__Records provided__:
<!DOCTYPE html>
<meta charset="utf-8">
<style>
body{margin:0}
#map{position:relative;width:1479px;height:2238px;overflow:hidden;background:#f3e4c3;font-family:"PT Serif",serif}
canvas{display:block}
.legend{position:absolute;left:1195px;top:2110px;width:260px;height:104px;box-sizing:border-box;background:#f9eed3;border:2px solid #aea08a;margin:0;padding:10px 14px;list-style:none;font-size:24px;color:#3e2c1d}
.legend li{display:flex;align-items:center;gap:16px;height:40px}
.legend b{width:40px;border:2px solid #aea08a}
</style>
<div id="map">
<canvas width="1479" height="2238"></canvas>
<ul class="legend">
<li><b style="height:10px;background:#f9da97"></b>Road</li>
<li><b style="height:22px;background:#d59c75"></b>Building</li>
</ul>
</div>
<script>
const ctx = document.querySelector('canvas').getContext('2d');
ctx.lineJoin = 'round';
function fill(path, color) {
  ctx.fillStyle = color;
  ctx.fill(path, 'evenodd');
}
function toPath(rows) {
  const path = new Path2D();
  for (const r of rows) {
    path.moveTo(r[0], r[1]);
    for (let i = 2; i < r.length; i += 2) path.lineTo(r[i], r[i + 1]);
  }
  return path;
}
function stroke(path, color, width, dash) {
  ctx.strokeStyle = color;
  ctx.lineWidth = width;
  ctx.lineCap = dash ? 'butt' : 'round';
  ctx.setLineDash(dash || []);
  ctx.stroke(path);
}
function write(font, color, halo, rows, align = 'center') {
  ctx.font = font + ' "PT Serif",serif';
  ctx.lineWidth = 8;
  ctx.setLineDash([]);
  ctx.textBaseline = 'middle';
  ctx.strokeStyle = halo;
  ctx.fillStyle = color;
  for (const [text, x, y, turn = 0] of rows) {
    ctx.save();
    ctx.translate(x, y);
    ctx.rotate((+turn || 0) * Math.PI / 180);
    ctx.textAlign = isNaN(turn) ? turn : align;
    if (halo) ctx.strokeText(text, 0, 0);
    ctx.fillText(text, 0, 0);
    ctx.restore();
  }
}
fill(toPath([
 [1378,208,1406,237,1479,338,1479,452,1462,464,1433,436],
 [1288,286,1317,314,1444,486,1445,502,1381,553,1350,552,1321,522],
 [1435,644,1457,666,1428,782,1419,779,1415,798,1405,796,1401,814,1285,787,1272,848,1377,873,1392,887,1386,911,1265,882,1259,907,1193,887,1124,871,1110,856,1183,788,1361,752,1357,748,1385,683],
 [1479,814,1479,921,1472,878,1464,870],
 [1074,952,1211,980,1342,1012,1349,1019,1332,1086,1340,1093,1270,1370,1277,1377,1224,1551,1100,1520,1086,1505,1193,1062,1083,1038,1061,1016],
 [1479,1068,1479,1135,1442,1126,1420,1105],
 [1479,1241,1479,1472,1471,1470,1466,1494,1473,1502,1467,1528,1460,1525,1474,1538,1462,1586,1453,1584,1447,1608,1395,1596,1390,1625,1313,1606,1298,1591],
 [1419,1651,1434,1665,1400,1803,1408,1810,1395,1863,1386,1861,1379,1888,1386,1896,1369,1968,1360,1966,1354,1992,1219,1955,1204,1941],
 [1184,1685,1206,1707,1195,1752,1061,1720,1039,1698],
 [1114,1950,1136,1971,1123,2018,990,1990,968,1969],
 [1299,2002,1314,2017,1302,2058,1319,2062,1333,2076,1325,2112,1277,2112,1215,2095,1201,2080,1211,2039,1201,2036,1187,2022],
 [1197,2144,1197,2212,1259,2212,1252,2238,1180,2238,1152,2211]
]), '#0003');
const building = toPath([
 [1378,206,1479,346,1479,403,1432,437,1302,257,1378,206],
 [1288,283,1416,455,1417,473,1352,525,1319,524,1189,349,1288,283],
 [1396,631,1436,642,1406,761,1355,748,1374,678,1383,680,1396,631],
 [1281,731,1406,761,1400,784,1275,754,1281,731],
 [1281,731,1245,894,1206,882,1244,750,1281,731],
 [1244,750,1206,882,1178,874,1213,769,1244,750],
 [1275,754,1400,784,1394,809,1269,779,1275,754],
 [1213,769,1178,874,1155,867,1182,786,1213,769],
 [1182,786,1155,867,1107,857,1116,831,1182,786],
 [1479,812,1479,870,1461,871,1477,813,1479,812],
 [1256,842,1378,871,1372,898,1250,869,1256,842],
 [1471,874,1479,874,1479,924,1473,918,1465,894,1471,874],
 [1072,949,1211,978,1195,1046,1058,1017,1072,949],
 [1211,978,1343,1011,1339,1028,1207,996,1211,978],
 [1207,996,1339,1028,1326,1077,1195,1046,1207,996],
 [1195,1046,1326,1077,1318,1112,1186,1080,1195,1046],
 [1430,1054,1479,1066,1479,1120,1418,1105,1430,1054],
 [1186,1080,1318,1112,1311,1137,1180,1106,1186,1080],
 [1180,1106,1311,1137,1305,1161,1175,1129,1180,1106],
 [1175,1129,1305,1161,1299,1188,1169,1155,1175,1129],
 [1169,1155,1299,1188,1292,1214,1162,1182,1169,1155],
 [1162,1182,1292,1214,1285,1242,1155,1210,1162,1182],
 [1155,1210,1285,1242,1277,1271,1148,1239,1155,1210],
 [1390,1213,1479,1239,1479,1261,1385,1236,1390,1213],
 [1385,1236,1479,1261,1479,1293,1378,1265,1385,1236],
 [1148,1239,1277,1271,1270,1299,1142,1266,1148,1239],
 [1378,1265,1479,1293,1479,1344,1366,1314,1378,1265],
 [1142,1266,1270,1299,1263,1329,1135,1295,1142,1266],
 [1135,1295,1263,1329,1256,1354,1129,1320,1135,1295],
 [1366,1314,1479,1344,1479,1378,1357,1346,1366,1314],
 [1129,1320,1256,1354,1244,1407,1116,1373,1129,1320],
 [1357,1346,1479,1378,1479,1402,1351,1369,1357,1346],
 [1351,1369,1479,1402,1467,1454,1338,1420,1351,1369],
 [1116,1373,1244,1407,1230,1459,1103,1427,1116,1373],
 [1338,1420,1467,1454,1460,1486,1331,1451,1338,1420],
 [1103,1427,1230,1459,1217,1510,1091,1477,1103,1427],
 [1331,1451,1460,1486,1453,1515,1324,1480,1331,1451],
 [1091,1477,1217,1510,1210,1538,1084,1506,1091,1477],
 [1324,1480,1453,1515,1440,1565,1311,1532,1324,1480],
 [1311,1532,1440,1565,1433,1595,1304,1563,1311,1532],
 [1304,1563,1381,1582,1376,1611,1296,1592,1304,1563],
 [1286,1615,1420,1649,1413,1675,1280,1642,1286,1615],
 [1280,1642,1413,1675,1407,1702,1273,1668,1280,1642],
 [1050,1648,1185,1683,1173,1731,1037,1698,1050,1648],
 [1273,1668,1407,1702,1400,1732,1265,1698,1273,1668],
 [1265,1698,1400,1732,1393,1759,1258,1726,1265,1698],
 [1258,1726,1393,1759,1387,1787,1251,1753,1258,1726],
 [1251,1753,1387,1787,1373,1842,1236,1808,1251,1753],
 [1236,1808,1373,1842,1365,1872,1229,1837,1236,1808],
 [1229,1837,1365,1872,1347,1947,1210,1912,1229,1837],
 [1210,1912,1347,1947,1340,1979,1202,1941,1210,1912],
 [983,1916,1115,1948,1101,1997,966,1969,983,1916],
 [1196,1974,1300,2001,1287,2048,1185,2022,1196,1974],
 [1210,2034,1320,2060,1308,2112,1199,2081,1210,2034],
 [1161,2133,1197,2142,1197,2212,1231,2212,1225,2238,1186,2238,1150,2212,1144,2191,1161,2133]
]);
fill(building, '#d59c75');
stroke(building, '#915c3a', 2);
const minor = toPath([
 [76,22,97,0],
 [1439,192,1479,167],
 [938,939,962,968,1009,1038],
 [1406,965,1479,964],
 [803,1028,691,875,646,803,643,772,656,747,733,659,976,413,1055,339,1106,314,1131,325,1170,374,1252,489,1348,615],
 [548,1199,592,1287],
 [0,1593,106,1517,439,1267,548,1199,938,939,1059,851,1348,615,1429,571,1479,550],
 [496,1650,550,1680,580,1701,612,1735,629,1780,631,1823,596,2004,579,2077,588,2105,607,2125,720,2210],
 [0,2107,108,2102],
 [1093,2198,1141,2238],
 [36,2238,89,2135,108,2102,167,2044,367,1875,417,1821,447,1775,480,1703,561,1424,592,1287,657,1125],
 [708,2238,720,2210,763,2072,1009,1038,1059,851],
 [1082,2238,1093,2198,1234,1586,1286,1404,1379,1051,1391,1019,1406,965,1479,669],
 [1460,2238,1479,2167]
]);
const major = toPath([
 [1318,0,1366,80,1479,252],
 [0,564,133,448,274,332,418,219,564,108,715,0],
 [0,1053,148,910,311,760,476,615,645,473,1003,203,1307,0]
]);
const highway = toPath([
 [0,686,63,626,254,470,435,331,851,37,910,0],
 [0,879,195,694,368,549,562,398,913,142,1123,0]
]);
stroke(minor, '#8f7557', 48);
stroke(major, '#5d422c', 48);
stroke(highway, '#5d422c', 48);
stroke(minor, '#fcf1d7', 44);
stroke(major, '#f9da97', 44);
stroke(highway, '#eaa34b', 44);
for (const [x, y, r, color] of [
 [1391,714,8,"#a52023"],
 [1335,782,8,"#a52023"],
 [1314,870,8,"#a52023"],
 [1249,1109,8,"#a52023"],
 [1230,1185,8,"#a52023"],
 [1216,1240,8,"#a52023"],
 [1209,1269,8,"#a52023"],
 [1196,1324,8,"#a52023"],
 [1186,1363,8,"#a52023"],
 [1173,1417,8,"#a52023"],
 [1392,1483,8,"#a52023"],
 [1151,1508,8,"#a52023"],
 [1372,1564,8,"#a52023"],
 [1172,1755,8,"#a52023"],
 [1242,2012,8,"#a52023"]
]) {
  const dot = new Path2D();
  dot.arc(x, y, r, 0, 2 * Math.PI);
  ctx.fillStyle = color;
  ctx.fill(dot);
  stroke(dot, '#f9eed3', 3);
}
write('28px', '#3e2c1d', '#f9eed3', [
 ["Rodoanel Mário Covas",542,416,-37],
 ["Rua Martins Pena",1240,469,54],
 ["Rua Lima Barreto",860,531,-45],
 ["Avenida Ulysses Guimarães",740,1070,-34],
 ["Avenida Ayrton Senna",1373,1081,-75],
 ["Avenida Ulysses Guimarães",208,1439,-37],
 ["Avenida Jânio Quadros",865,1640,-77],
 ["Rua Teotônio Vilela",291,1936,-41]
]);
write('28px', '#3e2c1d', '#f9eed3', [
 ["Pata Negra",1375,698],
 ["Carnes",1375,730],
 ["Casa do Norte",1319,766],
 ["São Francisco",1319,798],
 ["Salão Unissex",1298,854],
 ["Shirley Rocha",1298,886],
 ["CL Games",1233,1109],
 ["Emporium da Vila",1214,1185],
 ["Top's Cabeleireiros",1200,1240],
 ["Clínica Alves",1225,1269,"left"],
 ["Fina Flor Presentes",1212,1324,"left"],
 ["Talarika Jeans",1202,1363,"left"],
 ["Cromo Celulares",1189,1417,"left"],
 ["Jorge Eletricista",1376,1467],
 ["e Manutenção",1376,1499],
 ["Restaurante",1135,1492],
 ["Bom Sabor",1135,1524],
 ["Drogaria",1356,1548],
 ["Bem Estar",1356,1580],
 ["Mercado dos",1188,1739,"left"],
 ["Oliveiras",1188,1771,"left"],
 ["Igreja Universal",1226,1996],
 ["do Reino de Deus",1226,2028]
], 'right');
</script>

__Problem to solve__:
Show the lines from the data above that contain the string "canvas".

__Exercise solution__:
canvas{display:block}
<canvas width="1479" height="2238"></canvas>
const ctx = document.querySelector('canvas').getContext('2d');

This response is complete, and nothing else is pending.